What to do when there’s nothing you can do
Part of being a mindful parent means taking a moment to think about how we parent. Most of us know what we should do, and this blog is an opportunity have a reminder to take time to actually do it! This blog is contemplating strategies for co-operation.
This MINDFUL MOMENTS blog is about focusing on how to break the cycle of children misbehaving and resisting doing what you are asking them to do. Often, what appears to be a simple request can escalate into a frustrating power struggle for both of you. We all have those moments when we grit our teeth and question why our children ‘don’t listen to a thing I say!!’ There are a number of issues to be mindful of in addressing this. Here are a few as ‘food for thought’…
In order to explore strategies for co-operation, let’s use an example of a child who although capable, refuses to get dressed after bath time…
- Preparation is key. Giving your child preparation for what is expected of them often helps them to adjust to the change in activity that is required from for example playing in the bath to getting out and getting dressed. By giving a five or ten minute warning for them to finish the task that they are busy with (we are going to be getting out the bath soon) and then explaining what they need to do next, (and then you need to dry yourself and get dressed) often helps them to adjust to the next required task. Involving them in counting down, using an egg timer or a stopwatch can be a fun way to prepare them
- The next step is to question ourselves regarding whether what we are asking our child to do is reasonable, given their age and capability, and considering the input that we are offering. It can be useful to help make tasks less overwhelming by saying things like ‘help mummy to get you ready by doing the dressing while I do the tidying up’. Doing it together while offering encouragement often makes a task more do-able for a child.
- Acknowledge their feelings and when they say they don’t want to do it, you can respond by saying ‘yes I know it’s not fun or you would rather play in the bath longer, but it’s something that has to be done and then you can go and play”. Often granting the wish in fantasy by saying things like “I wish you didn’t have to get dressed and could just stay in your towel all night, but then you would get cold and that would make us sad” can de-escalate the issue as they feel that you understand their feelings.
- Encourage a sense of independence in your child by offering choices such as would you like to wear your red or blue pyjamas and would you like to put on your shirt or trousers first?
- Be firm and convey to your child that you are being serious. Be clear about consequences and make sure your child understands the consequences of not complying in advance. Make sure that the consequences fit the task that they are required to do.
- Give them a chance to ‘make right’. It is important that you give your child a chance to comply with what you have asked and rather than repeating your demand over and over, say if you don’t do it by the time the clock reaches… then this will be the consequence. Telling them that they have one warning and then the consequence will apply also gives them an opportunity to ‘make right’.

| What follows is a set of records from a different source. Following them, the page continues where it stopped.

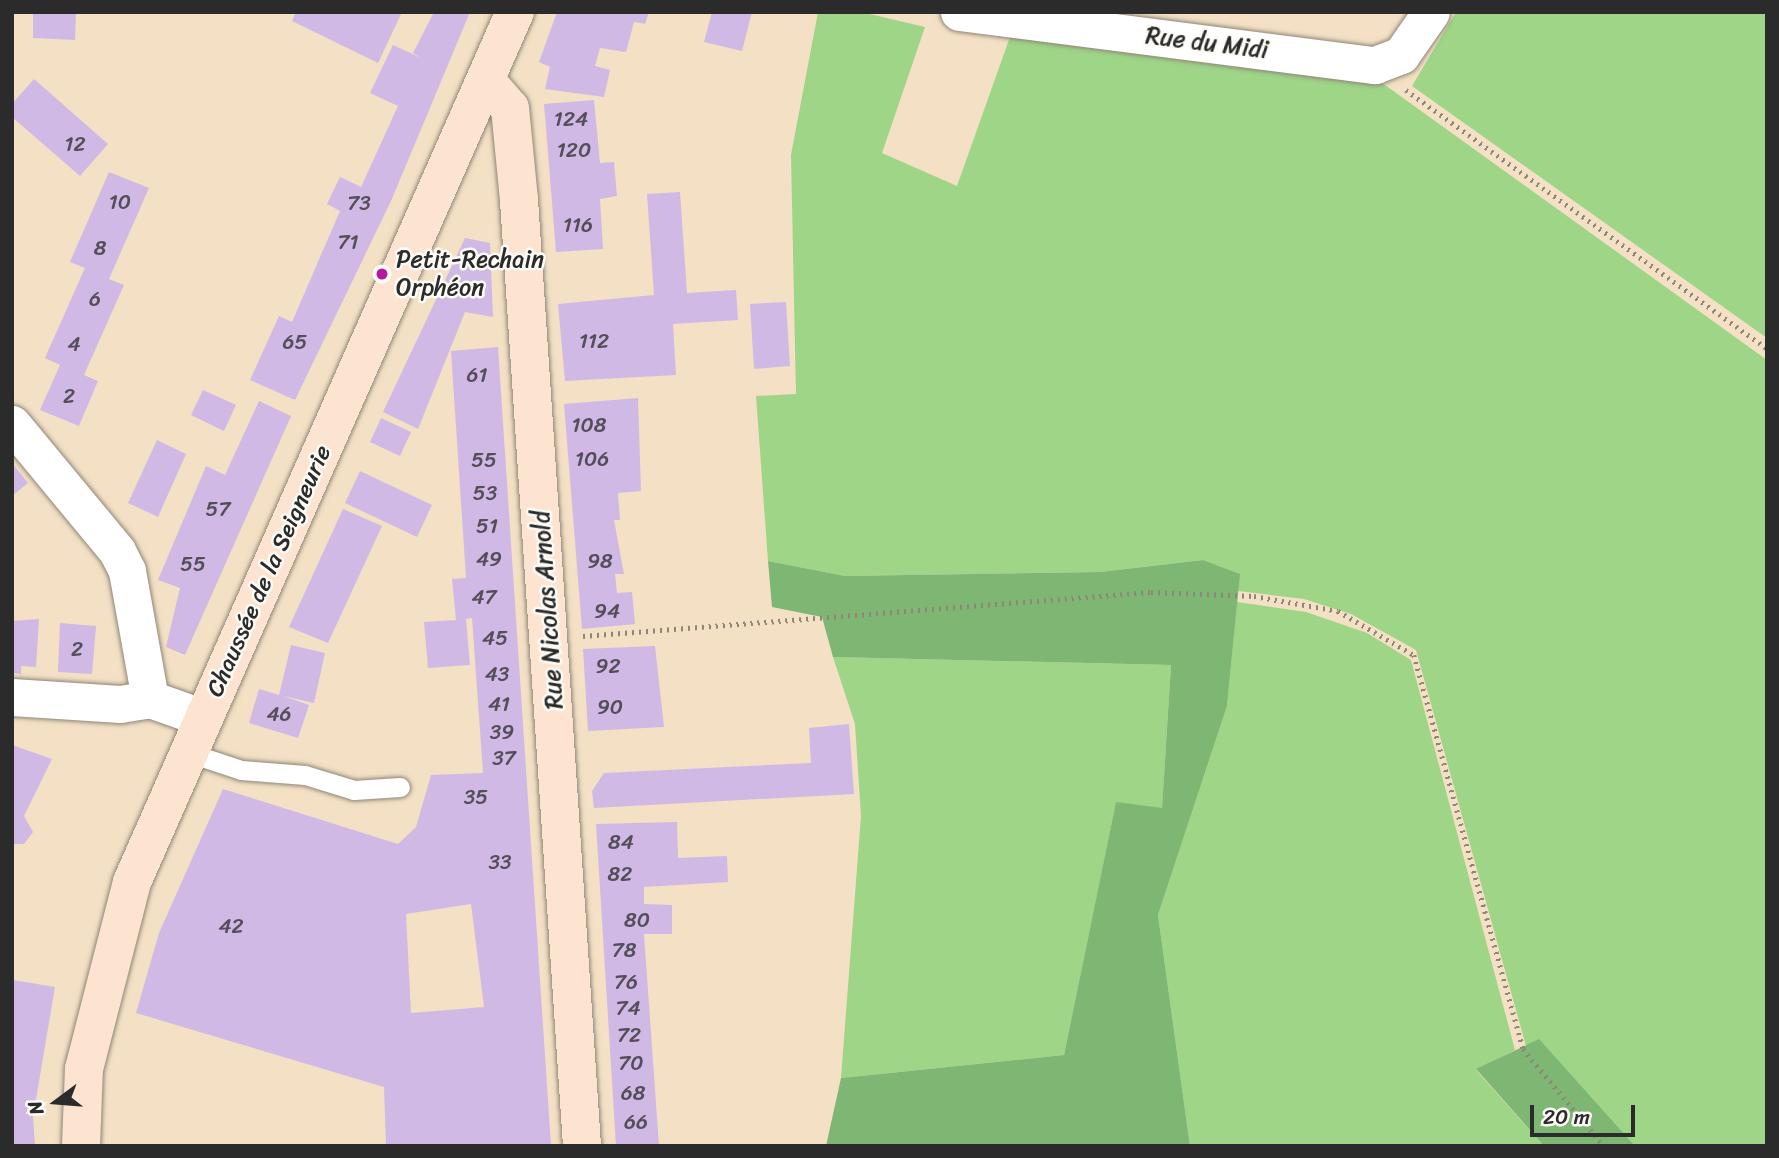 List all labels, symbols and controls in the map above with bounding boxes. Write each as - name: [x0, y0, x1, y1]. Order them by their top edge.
- street label: Rue du Midi: [1144, 21, 1270, 65]
- house number: 124: [554, 106, 588, 132]
- house number: 12: [64, 131, 86, 157]
- house number: 120: [557, 137, 591, 163]
- house number: 10: [109, 189, 131, 215]
- house number: 73: [347, 190, 371, 216]
- house number: 116: [563, 212, 593, 238]
- house number: 71: [338, 229, 358, 255]
- house number: 8: [94, 235, 106, 261]
- place label: Petit-Rechain Orphéon: [396, 246, 544, 302]
- marker: Petit-Rechain Orphéon: [374, 266, 390, 282]
- house number: 6: [89, 286, 101, 312]
- house number: 112: [579, 328, 609, 354]
- house number: 65: [283, 329, 307, 355]
- house number: 4: [67, 331, 81, 357]
- house number: 61: [467, 362, 487, 388]
- house number: 2: [63, 383, 75, 409]
- house number: 108: [572, 412, 606, 438]
- street label: Chaussée de la Seigneurie: [201, 441, 337, 701]
- house number: 106: [575, 446, 609, 472]
- house number: 55: [471, 447, 497, 473]
- house number: 53: [473, 480, 497, 506]
- house number: 57: [206, 496, 230, 522]
- street label: Rue Nicolas Arnold: [527, 510, 569, 710]
- house number: 51: [476, 513, 498, 539]
- house number: 49: [476, 546, 502, 572]
- house number: 98: [587, 548, 613, 574]
- house number: 55: [180, 551, 206, 577]
- house number: 47: [471, 584, 497, 610]
- house number: 94: [594, 598, 620, 624]
- house number: 45: [482, 625, 508, 651]
- house number: 2: [71, 636, 83, 662]
- house number: 92: [595, 653, 621, 679]
- house number: 43: [485, 661, 509, 687]
- house number: 41: [488, 691, 510, 717]
- house number: 90: [597, 694, 623, 720]
- house number: 46: [266, 701, 292, 727]
- house number: 39: [490, 719, 514, 745]
- house number: 37: [492, 745, 516, 771]
- house number: 35: [464, 784, 488, 810]
- house number: 84: [608, 829, 634, 855]
- house number: 33: [488, 849, 512, 875]
- house number: 82: [608, 861, 632, 887]
- house number: 80: [624, 907, 650, 933]
- house number: 42: [218, 913, 244, 939]
- house number: 78: [612, 937, 636, 963]
- house number: 76: [614, 969, 638, 995]
- house number: 74: [615, 995, 641, 1021]
- house number: 72: [617, 1022, 641, 1048]
- house number: 70: [618, 1050, 644, 1076]
- north arrow: [21, 1067, 91, 1137]
- house number: 68: [621, 1080, 645, 1106]
- scale bar: [1534, 1092, 1639, 1136]
- text: N: [18, 1097, 53, 1119]
- text: 20 m: [1543, 1098, 1590, 1136]
- house number: 66: [624, 1109, 648, 1135] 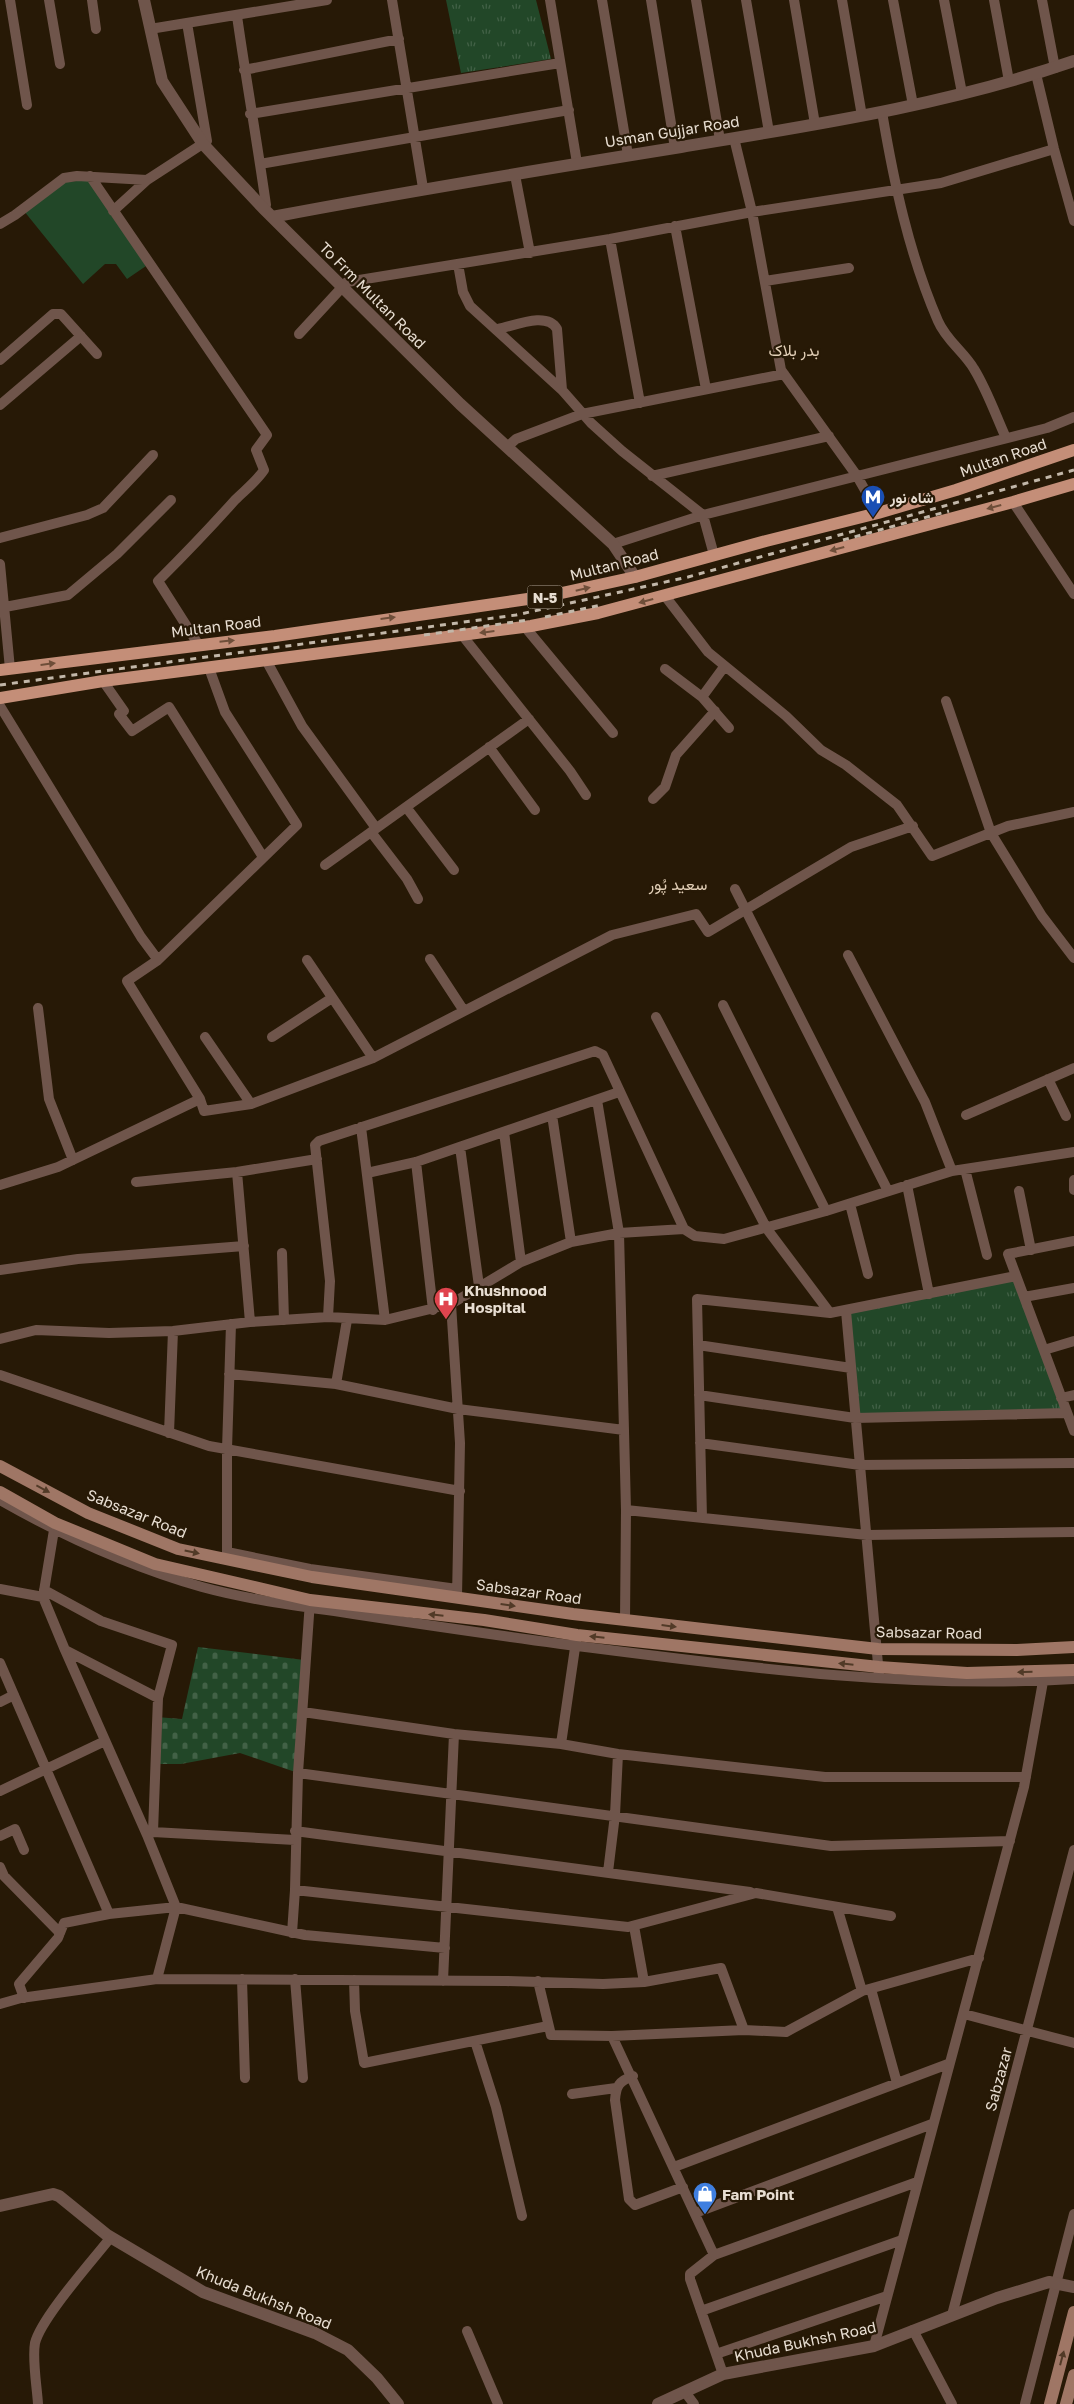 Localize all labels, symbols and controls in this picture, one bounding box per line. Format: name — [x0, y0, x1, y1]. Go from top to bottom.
street label: Usman Gujjar Road — [603, 111, 741, 151]
street label: To Frm Multan Road — [316, 238, 430, 352]
district label: بدر بلاک — [768, 340, 820, 361]
street label: Multan Road — [957, 434, 1049, 480]
metro station icon: شاہ نور — [860, 484, 886, 518]
place label: شاہ نور — [889, 488, 934, 507]
one-way arrow — [986, 504, 1001, 512]
street label: Multan Road — [568, 544, 660, 584]
one-way arrow — [829, 546, 844, 554]
one-way arrow — [575, 584, 591, 592]
road number: N-5 — [528, 586, 562, 608]
one-way arrow — [638, 597, 653, 605]
street label: Multan Road — [170, 612, 262, 640]
one-way arrow — [380, 614, 396, 622]
one-way arrow — [478, 628, 494, 636]
one-way arrow — [219, 637, 235, 645]
one-way arrow — [41, 660, 57, 668]
district label: سعید پُور — [648, 874, 707, 896]
place label: Khushnood Hospital — [464, 1281, 547, 1316]
hospital icon: Khushnood Hospital — [433, 1286, 459, 1320]
one-way arrow — [35, 1485, 50, 1493]
street label: Sabsazar Road — [84, 1485, 190, 1541]
one-way arrow — [184, 1548, 200, 1556]
street label: Sabsazar Road — [475, 1575, 583, 1607]
one-way arrow — [500, 1601, 516, 1609]
one-way arrow — [428, 1611, 444, 1619]
one-way arrow — [661, 1622, 677, 1630]
street label: Sabsazar Road — [876, 1622, 982, 1642]
one-way arrow — [589, 1633, 605, 1641]
one-way arrow — [837, 1660, 853, 1668]
one-way arrow — [1017, 1668, 1033, 1676]
street label: Sabzazar — [981, 2045, 1015, 2113]
shop icon: Fam Point — [692, 2181, 718, 2215]
place label: Fam Point — [722, 2185, 794, 2203]
street label: Khuda Bukhsh Road — [194, 2262, 334, 2332]
street label: Khuda Bukhsh Road — [732, 2317, 878, 2365]
one-way arrow — [1058, 2351, 1066, 2366]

- Be consistent and make sure you follow through with the consequences that you have agreed upon. It is essential that you only choose consequences that you are able to follow through with, as empty threats will not help them to comply in the long term. Your child needs to know that you mean what you say.
- Make sure that you can move on – once they have had consequences imposed, don’t hold a grudge as this becomes a cycle of the self-fulfilling prophecy of being a naughty child. You want them to rather have the sense of a clean slate where they can get it right next time.
- Make sure you catch them ’being good’ and doing what you ask – and offer a lot of recognition and praise for doing the task, letting them know how much you appreciate their co-operation.
- Be realistic!! All children are sometimes un-co-operative and want to assert their independence. Most of these issues can be tackled by thinking about some of these strategies and implementing them. There are however times where more specialist support may be needed, especially when defiant behaviour is intense, has a lengthy duration, interferes with their functioning at home or at school or interferes significantly with their relationships with friends, family or teachers.
These strategies are a handful of many, and they can be applied to getting dressed, doing homework, tidying up, bath time etc.